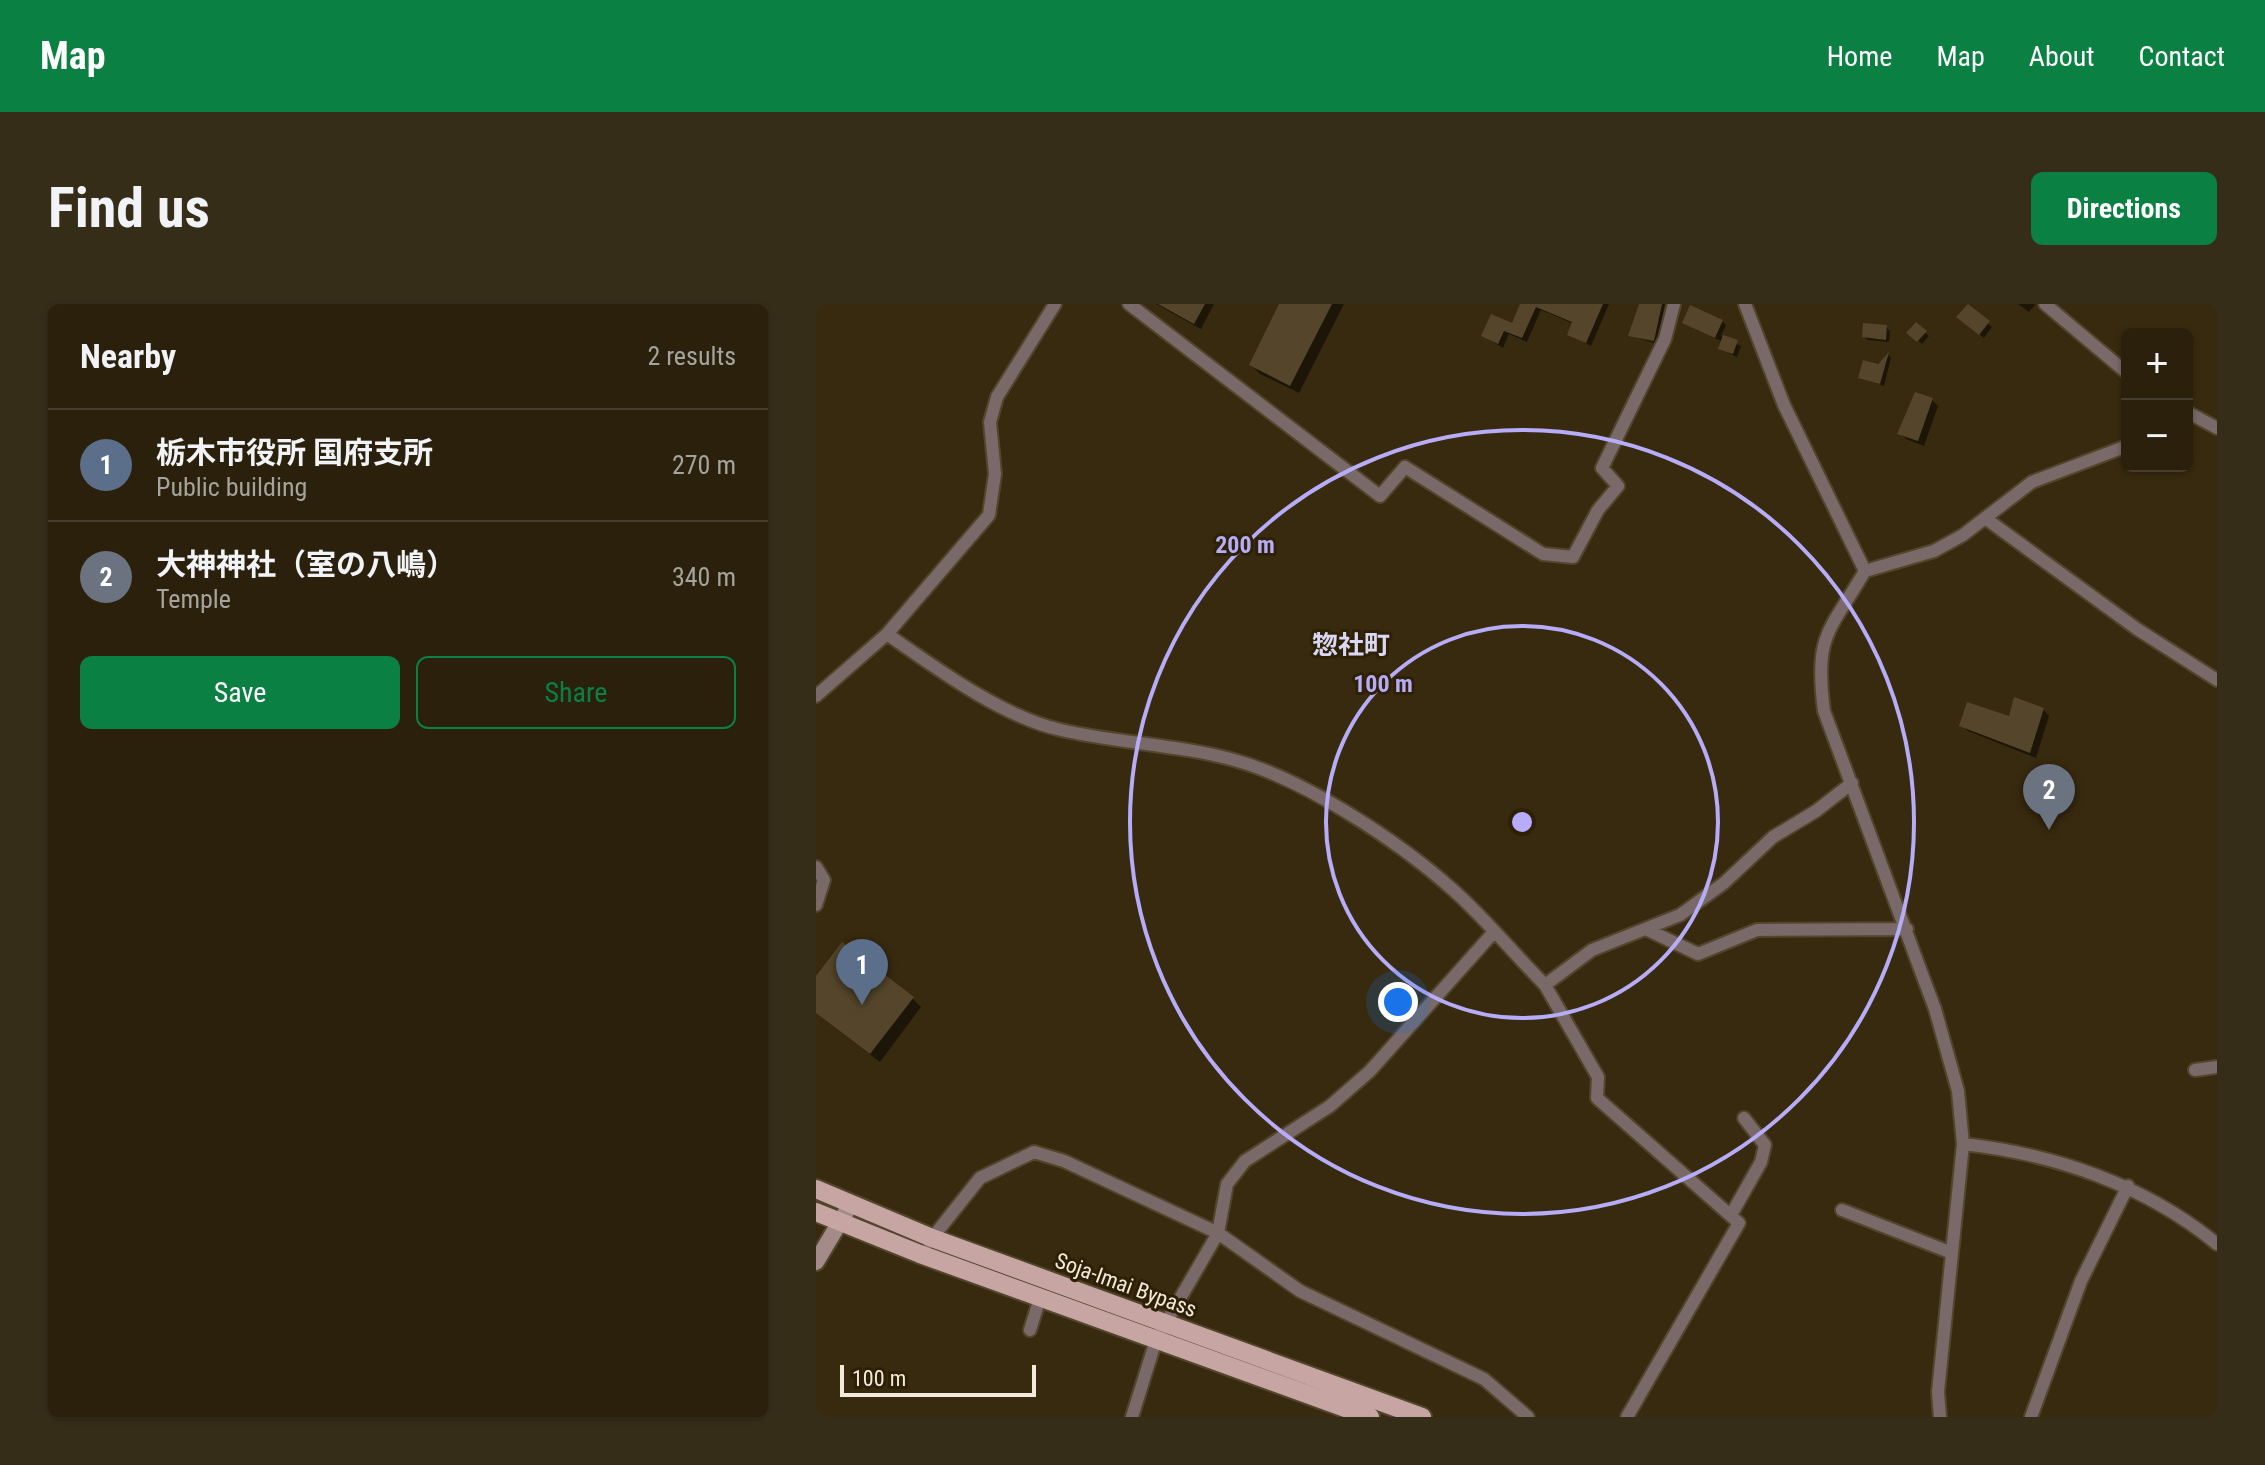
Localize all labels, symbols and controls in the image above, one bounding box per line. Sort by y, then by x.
text: Map [40,34,106,78]
text: Home [1827,40,1892,73]
text: Map [1936,40,1985,73]
text: About [2029,40,2095,73]
text: Contact [2139,40,2225,73]
button: Directions [2031,172,2217,245]
text: Find us [48,175,210,241]
map controls [2121,328,2193,472]
button: + [2121,328,2193,400]
text: Nearby [80,336,176,376]
text: 2 results [647,341,736,371]
button: − [2121,400,2193,472]
text: 栃木市役所 国府支所 [156,435,433,470]
text: 1 [99,450,113,480]
text: 270 m [672,450,736,480]
text: Public building [156,472,307,502]
text: 200 m [1215,531,1275,559]
text: 大神神社（室の八嶋） [156,547,456,582]
text: 2 [99,562,113,592]
text: 340 m [672,562,736,592]
text: Temple [156,584,231,614]
district label: 惣社町 [1312,630,1390,660]
button: Save [80,656,400,729]
button: Share [416,656,736,729]
text: 100 m [1353,670,1413,698]
pin: 2 [2023,764,2075,830]
centre of rings [1508,808,1536,836]
pin: 1 [836,939,888,1005]
your location [1378,982,1418,1022]
street label: Soja-Imai Bypass [1052,1248,1200,1322]
scale bar [840,1361,1036,1397]
text: 100 m [852,1366,906,1391]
----
◆ Problem to solve:
Keep the pictures out of the copy and write out the data exactly as it stands.

◆ Worked solution:
Localize all labels, symbols and controls in the image above, one bounding box per line. Sort by y, then by x.
text: Map [40,34,106,78]
text: Home [1827,40,1892,73]
text: Map [1936,40,1985,73]
text: About [2029,40,2095,73]
text: Contact [2139,40,2225,73]
button: Directions [2031,172,2217,245]
text: Find us [48,175,210,241]
map controls [2121,328,2193,472]
button: + [2121,328,2193,400]
text: Nearby [80,336,176,376]
text: 2 results [647,341,736,371]
button: − [2121,400,2193,472]
text: 栃木市役所 国府支所 [156,435,433,470]
text: 1 [99,450,113,480]
text: 270 m [672,450,736,480]
text: Public building [156,472,307,502]
text: 200 m [1215,531,1275,559]
text: 大神神社（室の八嶋） [156,547,456,582]
text: 2 [99,562,113,592]
text: 340 m [672,562,736,592]
text: Temple [156,584,231,614]
district label: 惣社町 [1312,630,1390,660]
button: Save [80,656,400,729]
button: Share [416,656,736,729]
text: 100 m [1353,670,1413,698]
pin: 2 [2023,764,2075,830]
centre of rings [1508,808,1536,836]
pin: 1 [836,939,888,1005]
your location [1378,982,1418,1022]
street label: Soja-Imai Bypass [1052,1248,1200,1322]
scale bar [840,1361,1036,1397]
text: 100 m [852,1366,906,1391]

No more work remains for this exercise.